I Thought I Knew

It was a surprise when I recently grasped how much I really didn’t know about intercession.  It’s not that I thought so highly of myself, but I had a fair amount of instruction, time, and experience with the Lord in prayer and intercession.  I know quite a bit more now than I used to, but in a head-on collision of my knowledge with God’s, guess whose fell dramatically short – basically to the measure of infinitesimal?
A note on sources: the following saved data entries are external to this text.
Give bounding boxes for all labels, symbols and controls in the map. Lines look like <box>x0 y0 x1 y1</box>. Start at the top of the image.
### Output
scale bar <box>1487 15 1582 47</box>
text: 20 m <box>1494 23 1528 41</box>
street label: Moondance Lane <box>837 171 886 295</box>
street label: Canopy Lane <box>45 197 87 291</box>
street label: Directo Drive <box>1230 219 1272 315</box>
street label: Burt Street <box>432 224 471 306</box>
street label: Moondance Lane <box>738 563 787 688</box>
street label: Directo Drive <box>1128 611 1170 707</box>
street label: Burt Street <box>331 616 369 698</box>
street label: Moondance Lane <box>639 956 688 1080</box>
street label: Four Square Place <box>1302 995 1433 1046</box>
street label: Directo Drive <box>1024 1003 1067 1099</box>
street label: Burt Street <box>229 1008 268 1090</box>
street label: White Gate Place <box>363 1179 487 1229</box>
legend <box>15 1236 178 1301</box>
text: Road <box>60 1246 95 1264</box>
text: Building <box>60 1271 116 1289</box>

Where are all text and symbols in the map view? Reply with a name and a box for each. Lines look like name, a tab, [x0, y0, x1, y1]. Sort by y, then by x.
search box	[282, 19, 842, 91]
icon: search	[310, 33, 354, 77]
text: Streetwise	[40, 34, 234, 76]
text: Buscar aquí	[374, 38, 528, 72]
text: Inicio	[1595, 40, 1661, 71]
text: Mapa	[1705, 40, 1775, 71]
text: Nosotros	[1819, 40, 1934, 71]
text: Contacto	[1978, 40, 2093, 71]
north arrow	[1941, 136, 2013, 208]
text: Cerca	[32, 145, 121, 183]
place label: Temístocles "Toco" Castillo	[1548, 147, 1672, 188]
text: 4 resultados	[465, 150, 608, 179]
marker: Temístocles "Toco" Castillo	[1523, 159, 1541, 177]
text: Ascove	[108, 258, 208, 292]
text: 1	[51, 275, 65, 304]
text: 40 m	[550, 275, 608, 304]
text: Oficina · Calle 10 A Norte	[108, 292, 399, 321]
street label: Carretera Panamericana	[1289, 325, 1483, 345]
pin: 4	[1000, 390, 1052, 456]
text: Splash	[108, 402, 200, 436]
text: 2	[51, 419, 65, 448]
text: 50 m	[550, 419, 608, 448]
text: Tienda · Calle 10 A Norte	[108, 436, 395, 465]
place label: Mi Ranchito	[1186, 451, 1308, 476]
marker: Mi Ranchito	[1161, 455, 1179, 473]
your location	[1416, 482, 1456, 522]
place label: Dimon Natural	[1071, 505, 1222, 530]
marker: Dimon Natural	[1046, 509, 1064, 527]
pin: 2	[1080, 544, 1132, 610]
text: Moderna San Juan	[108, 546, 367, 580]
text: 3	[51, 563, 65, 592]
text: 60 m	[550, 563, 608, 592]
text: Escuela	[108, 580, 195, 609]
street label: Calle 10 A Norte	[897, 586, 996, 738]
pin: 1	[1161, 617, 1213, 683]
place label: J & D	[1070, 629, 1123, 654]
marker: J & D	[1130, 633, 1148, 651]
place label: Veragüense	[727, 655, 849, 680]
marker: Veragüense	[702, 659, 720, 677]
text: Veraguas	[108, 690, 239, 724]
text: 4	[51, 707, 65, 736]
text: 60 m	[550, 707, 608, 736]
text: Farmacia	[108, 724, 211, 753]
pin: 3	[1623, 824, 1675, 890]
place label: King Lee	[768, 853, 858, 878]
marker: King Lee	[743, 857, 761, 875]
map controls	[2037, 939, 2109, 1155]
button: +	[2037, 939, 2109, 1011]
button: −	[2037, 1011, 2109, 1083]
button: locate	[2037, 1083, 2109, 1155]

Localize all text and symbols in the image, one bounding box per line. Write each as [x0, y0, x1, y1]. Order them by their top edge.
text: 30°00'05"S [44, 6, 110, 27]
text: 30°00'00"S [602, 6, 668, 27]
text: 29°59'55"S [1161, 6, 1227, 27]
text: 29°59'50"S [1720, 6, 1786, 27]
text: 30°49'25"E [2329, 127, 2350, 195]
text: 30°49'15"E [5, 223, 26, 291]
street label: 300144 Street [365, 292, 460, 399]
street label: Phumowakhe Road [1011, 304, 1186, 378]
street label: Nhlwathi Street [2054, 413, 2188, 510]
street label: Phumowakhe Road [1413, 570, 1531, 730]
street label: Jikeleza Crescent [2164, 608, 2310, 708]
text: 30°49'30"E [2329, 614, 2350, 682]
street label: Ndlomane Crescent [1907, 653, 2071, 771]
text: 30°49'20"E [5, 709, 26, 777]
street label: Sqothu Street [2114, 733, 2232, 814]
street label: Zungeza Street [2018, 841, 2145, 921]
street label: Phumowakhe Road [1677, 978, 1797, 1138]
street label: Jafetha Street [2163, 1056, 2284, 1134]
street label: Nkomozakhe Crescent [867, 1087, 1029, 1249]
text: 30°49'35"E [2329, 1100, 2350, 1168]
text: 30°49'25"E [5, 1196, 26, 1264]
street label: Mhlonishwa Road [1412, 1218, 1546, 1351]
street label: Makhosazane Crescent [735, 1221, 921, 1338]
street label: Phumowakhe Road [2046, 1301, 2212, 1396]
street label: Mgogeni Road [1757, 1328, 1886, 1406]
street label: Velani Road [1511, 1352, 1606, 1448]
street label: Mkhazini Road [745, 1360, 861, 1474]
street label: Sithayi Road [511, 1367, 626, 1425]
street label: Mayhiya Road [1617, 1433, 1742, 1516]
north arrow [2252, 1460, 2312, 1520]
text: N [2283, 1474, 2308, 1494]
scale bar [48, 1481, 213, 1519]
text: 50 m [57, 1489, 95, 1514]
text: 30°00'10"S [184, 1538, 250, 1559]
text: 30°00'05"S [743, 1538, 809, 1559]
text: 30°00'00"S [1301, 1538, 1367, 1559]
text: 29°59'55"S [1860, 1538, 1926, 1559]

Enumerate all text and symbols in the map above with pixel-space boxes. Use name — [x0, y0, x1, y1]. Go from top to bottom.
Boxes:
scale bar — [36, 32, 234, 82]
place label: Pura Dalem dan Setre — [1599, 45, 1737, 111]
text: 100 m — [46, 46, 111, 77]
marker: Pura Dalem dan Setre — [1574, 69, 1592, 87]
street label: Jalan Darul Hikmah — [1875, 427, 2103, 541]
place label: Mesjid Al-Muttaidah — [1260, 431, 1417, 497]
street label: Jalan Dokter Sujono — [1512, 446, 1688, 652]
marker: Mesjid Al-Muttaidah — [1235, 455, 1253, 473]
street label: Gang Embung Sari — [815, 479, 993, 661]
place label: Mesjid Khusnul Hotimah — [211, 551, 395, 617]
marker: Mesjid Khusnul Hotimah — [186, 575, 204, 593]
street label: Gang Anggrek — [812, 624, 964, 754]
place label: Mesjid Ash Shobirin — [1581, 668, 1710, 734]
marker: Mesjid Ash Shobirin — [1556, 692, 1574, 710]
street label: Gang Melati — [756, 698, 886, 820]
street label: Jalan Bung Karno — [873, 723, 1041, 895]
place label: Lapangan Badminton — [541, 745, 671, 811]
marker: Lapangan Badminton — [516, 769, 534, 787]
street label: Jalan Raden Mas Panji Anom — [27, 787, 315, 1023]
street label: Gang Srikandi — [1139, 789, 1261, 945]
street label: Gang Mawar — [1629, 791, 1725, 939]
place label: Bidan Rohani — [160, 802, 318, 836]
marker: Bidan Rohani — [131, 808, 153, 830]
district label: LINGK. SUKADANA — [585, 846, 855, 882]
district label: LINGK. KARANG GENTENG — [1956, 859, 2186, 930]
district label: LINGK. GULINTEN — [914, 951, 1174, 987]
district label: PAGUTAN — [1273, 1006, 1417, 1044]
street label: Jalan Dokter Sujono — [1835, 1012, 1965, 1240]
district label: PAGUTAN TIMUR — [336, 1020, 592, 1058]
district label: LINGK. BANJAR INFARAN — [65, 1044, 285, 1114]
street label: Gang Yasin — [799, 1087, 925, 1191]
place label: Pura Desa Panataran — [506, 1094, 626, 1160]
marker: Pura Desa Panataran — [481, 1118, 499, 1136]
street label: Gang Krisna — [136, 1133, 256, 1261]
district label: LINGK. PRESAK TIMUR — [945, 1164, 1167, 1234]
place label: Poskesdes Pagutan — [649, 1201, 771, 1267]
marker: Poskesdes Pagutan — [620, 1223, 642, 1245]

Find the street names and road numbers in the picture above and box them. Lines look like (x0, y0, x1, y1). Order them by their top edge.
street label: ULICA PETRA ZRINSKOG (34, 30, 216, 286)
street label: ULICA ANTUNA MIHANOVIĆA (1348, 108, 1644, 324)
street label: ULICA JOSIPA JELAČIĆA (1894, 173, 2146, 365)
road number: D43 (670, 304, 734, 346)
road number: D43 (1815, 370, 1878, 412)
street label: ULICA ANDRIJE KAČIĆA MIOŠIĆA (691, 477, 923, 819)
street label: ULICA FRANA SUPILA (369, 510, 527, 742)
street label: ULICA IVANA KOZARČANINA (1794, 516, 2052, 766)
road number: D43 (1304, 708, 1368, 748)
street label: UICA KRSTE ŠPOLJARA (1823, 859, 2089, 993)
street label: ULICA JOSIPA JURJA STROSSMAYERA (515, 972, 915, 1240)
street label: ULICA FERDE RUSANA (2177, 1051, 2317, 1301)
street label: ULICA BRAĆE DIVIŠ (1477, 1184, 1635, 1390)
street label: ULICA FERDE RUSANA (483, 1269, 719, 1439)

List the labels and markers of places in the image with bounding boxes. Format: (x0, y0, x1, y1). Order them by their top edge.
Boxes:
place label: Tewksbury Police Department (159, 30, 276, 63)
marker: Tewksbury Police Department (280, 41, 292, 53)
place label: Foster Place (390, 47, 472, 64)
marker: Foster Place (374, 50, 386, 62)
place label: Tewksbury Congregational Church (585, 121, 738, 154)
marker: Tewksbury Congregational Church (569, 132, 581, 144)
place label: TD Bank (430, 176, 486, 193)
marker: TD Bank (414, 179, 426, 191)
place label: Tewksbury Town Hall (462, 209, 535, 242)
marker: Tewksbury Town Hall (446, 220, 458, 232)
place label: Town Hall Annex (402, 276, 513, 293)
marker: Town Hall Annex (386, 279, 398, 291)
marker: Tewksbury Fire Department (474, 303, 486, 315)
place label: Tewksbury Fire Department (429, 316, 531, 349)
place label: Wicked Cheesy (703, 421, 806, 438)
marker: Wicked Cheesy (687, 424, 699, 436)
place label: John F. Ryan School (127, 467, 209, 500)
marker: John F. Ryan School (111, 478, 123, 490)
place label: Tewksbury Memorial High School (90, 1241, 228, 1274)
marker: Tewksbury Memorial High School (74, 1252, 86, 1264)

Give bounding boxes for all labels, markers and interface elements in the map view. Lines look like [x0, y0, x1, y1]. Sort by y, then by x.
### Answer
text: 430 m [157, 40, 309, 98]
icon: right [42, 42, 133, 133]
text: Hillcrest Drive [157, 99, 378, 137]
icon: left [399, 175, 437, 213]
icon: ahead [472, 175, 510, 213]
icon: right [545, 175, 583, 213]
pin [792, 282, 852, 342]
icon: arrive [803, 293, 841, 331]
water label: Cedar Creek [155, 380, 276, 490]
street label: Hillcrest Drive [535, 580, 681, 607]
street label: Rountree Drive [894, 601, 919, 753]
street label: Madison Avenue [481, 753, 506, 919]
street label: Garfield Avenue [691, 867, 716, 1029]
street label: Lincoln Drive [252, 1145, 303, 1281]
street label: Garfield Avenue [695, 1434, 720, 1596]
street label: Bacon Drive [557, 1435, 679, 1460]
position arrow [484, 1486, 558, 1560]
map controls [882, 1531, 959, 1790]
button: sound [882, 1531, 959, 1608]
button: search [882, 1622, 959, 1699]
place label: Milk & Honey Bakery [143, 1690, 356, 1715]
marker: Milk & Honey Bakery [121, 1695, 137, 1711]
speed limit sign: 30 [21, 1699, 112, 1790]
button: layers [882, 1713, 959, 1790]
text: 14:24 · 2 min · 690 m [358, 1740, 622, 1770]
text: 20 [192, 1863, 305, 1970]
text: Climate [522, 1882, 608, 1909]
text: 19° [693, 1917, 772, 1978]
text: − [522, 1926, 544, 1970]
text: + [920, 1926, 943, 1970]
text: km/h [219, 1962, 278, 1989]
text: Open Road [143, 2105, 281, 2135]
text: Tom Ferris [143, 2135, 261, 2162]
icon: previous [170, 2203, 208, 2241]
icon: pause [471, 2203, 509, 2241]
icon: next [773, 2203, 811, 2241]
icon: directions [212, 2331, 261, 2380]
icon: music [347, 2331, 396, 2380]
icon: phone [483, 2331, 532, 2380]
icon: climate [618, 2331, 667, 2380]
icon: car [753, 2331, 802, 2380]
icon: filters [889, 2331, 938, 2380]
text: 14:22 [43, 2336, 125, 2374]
The early ’97 journal entry I read while working on my book indicated that the Lord was preparing me for a time of intense intercession.  That was His phrase, not mine.  I thought, then, that I knew what He meant by it.  Now, reading it 13 years later, I know what He meant.  It was not total lack of knowledge that was my problem then, but not even knowing I lacked the knowledge I needed – that there was so much more to know – so I didn’t ask the Lord for further direction or clarification.  Even the increased knowledge I have now, which helps me understand what He was saying then, is minuscule in comparison with His eternally infinite knowledge.

Equally amazing is this same truth at work in every other part of my walk with Christ.  No matter how long I walk with Him, and no matter how many hours I spend in study, regardless of the topic, His wisdom and knowledge is profoundly beyond what I can ever know about anything!  (The word omniscient comes to mind.)

I find this absolutely freeing!  Don’t we talk about relying on Christ alone?  About having the mind of Christ?  About trusting Christ?  My reliance and trust are not to be in what I know, for it will always be lacking.  It’s His knowledge I need, and He is willing to give it, if I will only ask, whatever the issue: prayer, the love walk, healing, etc.

1 Corinthians 8:2 The man who thinks he knows something does not yet know as he ought to know. NIV

Now I know what I need to know for any situation: I simply need to know and rest in the One Who knows all, the One Who lives in me – Jesus Christ.